Melene Samedi estava a comprar sapatos na Baixa de Port au Prince. A terra tremeu e uma das suas pernas ficou presa num pedaço de cimento que o sismo arrancou de um edifício, fracturando-lhe o osso. Até foi levada depressa para o hospital, mas já era tarde e os médicos amputaram-lhe a perna abaixo do joelho.
A maioria das amputações tem sido feita no Hospital da Universidade, o principal da capital. Cirurgiões ouvidos pelo jornal "Guardian" acreditam que o tremor de terra vai deixar até 200 mil pessoas sem pelo menos um dos membros. Entre sábado e quarta-feira, a Handicap International contabilizou 400 amputações só em Port au Prince, estimando que os números vão aumentar "drasticamente" .
O sismo da semana passada no Haiti vai criar uma geração de amputados. Os números fazem pensar em países com campos de minas antipessoais deixados por guerras longas e munições de bombas de fragmentação a parecerem brinquedos por explodir.
Não, aqui houve um sismo. Mas foram muitos os que ficaram debaixo dos escombros por demasiado tempo, os que estiveram sem tratamento, os que foram tratados à pressa e voltaram sépticos. Ainda não acabou.

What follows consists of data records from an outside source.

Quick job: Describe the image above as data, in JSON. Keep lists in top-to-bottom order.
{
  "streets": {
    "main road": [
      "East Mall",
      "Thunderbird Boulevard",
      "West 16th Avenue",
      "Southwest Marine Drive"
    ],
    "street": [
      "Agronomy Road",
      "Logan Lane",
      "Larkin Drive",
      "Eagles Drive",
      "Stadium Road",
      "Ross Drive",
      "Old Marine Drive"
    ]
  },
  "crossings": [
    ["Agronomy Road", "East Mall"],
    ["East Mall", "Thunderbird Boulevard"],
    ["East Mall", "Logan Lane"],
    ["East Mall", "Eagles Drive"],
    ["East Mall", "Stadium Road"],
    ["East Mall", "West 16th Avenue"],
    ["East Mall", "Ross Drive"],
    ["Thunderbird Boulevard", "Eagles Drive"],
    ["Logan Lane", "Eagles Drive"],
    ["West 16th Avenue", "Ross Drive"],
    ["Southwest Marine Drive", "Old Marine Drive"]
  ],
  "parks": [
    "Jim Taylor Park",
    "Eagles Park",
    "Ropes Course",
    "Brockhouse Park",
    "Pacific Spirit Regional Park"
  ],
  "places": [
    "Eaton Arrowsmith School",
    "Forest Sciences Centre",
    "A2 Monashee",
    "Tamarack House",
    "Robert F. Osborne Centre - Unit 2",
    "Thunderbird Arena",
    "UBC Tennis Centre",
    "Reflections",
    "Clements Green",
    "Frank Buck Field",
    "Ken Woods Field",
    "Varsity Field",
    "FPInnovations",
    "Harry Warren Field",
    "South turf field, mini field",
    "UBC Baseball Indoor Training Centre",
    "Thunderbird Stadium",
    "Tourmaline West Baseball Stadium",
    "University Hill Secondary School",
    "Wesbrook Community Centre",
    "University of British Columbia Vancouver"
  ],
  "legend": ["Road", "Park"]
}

Em sismos há sempre "muitos ferimentos de membros porque é com eles que as pessoas protegem a cabeça e o tronco", explicou-nos Stephanie Stuart, directora da Handicap International no Reino Unido. "Aqui está a ser extremamente difícil levar o tratamento até às pessoas e, ao mesmo tempo, é uma área com grande densidade populacional. Muitas amputações não teriam de acontecer. Se as pessoas fossem vistas a tempo, as opções de tratamento seriam outras. Para além da densidade populacional, maior do que na zona do terramoto de 2005 no Paquistão ou no de 2008 na China, que não visaram as capitais, a diferença é que as estruturas para tratar desapareceram completamente e tiveram de ser restabelecidas", disse-nos numa conversa ao telefone.
Stephanie Stuart estima que os números vão subir porque "muitas pessoas com ferimentos menos graves não foram aos hospitais, por saberem que estão cheios ou pelas suas obrigações, por terem de ficar com os filhos, por exemplo, e quando forem será tarde" para evitar a amputação.

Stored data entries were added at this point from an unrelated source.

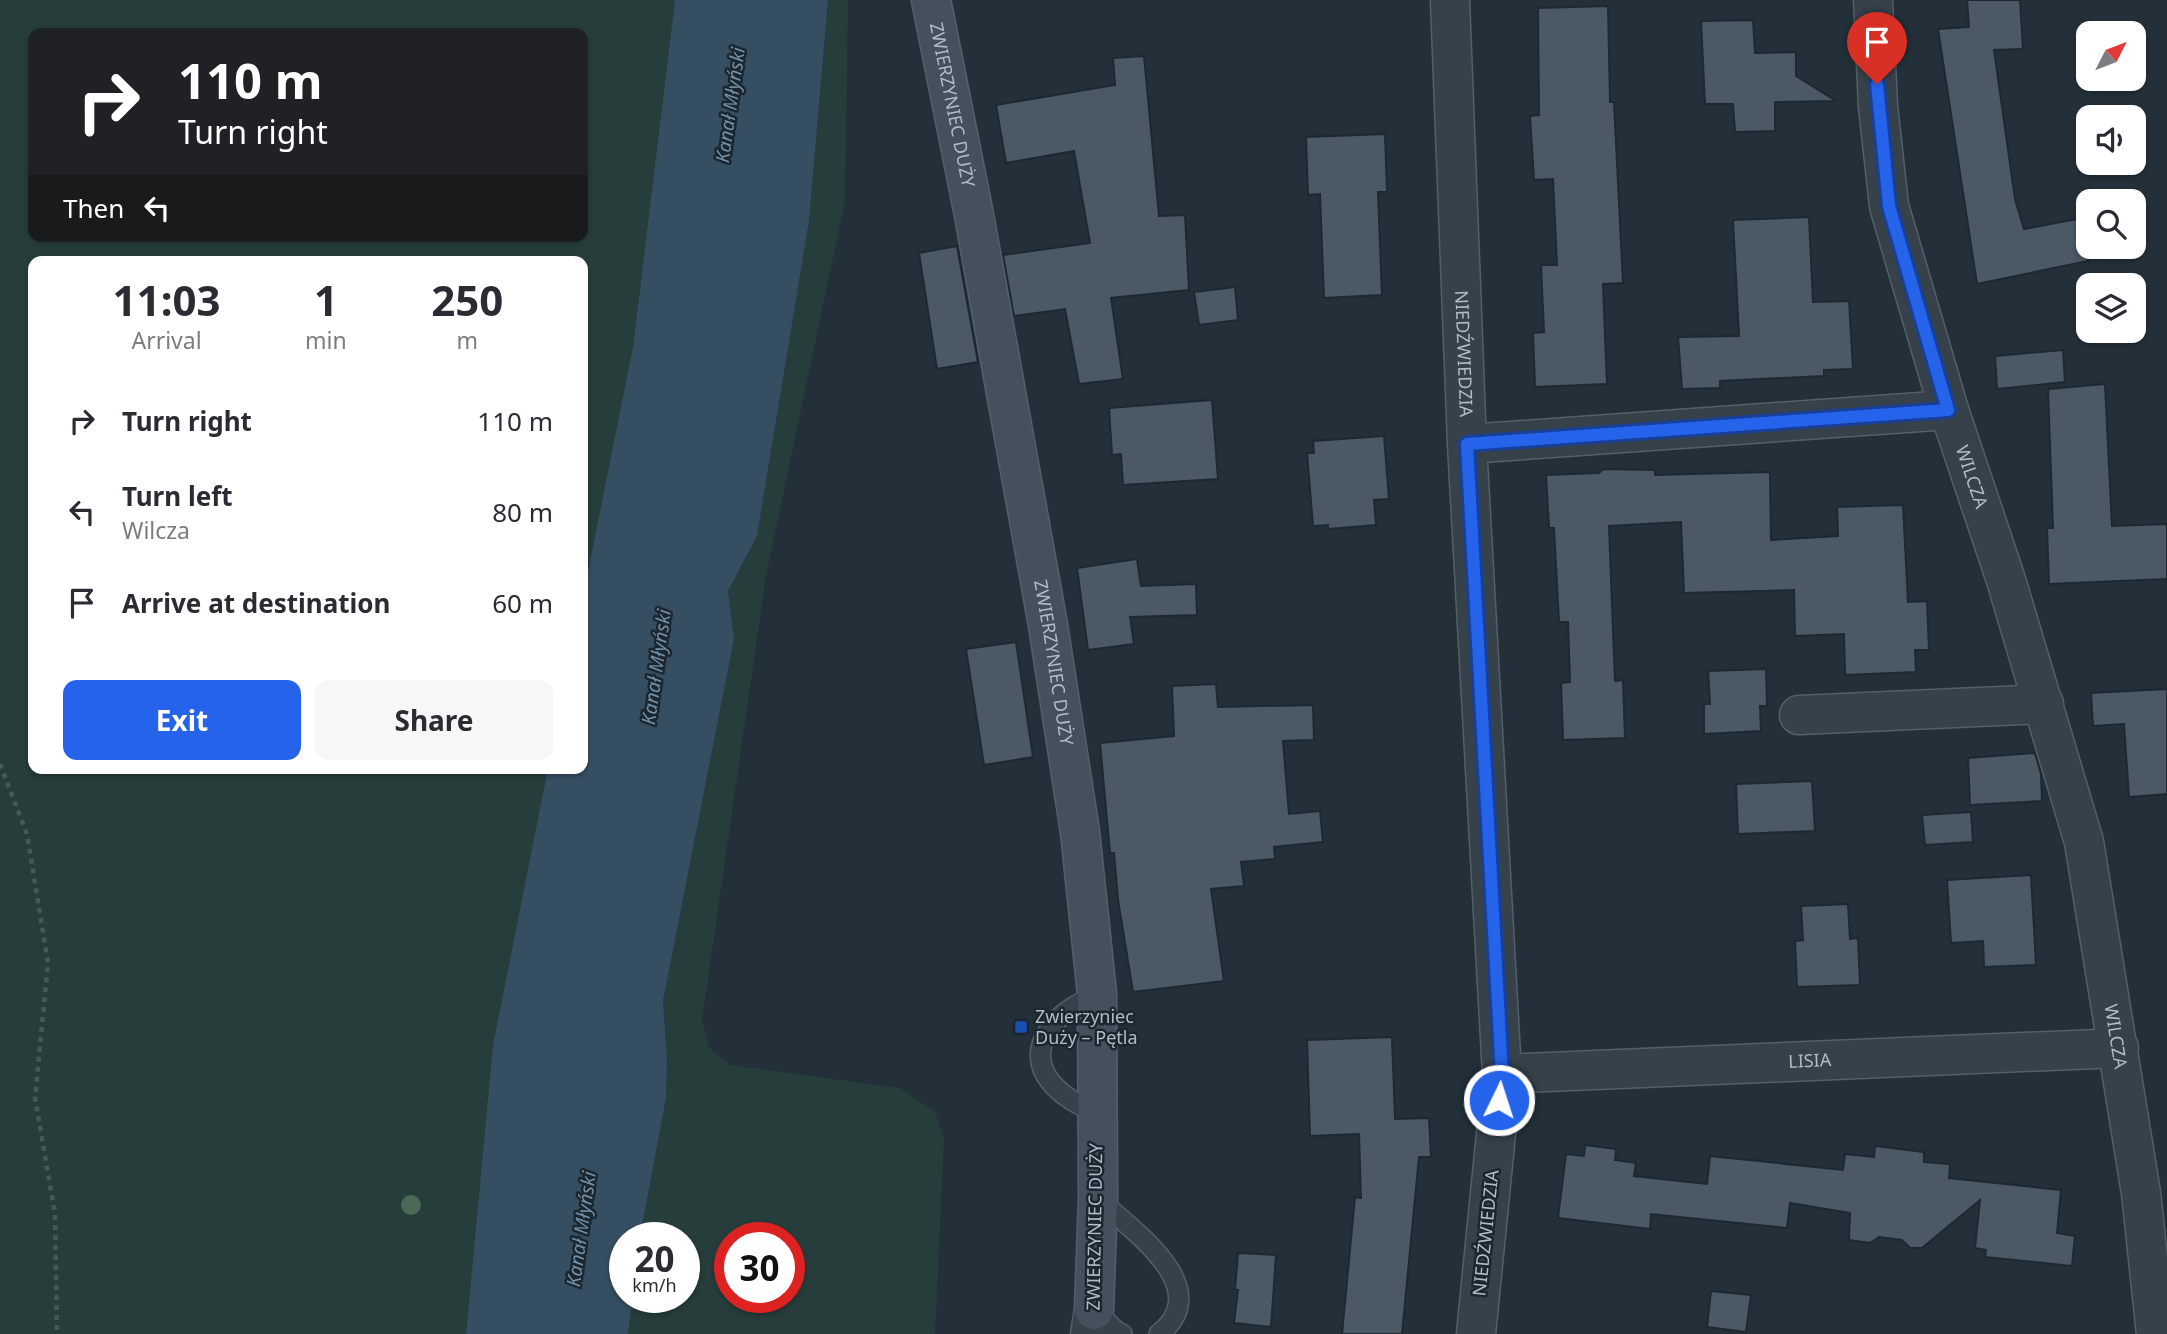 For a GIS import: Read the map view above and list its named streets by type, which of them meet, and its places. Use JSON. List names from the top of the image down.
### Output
{
  "streets": {
    "street": [
      "ZWIERZYNIEC DUŻY",
      "NIEDŹWIEDZIA",
      "WILCZA",
      "LISIA"
    ]
  },
  "crossings": [
    ["NIEDŹWIEDZIA", "LISIA"],
    ["WILCZA", "LISIA"]
  ],
  "water": ["Kanał Młyński"],
  "places": {
    "transit": ["Zwierzyniec Duży – Pętla"]
  },
  "north": "top right",
  "page": {
    "turn": ["110 m", "Turn right"],
    "then": "Then",
    "eta": [
      "11:03",
      "Arrival",
      "1",
      "min",
      "250",
      "m"
    ],
    "list": [
      {
        "name": "Turn right",
        "value": "110 m"
      },
      {
        "name": "Turn left",
        "note": "Wilcza",
        "value": "80 m"
      },
      {
        "name": "Arrive at destination",
        "value": "60 m"
      }
    ],
    "buttons": ["Exit", "Share"],
    "speed": "20 km/h",
    "limit": "30"
  }
}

"Em condições destas, descritas como uma zona de guerra, as pessoas estão a ser devolvidas à rua ou a campos improvisados onde condições de higiene péssimas conduzem a infecções e a gangrena", escreveu a organização de Stuart num comunicado.
Os Médicos Sem Fronteiras dizem que a última vez que se viram tantas amputações foi na Guerra da Crimeia (1853-1856).
Feridas com larvas.
Muitas são feitas em menos de nada e sem condições. "Fiz a minha primeira amputação com três fórceps, cinco tesouras e um bisturi, sem água e só com uma lanterna para iluminar a ferida", contou à AFP Jacques Lorblanches, dos Médicos Sem Fronteiras. Dois dias depois de chegar ao Haiti, este médico experiente já tinha perdido a conta ao número de amputações que realizou. "Nunca vi nada assim - feridas infectadas cheias de larvas."
"Temos muitas pessoas que chegam com feridas que não foram tapadas e infectaram. A única opção é amputar", disse à Reuters Roberto Feliz, um anestesista que está a trabalhar num hospital improvisado da ONU. "Tivemos de comprar uma serra no mercado para continuar a amputar. Estamos a correr contra o tempo", disse num comunicado Lois de Filippi, do Hospital Choscal, gerido pelos MSF.
Face à dimensão da tragédia, o futuro parece ainda mais distante com uma perna ou um braço a menos. "Não tenho trabalho nem casa. E agora isto", foi o lamento ouvido pelo "Guardian" ao marido de Melene Samedi, Schiller Polycarpe, de 27 anos.
É por isso que a Handicap International tenta reunir equipas capazes de prepararem as pessoas para viver sem os membros que agora perdem. "A amputação salvou-lhes a vida", diz Stuart. "Agora é preciso encontrar-lhe fisioterapeutas, técnicos para as aconselharem, é preciso saber em que condições estão a manter as feridas para poderem receber próteses, quem as ajude a aprender a andar depois das próteses, a fazer o tratamento pós-amputação, que é muito traumático."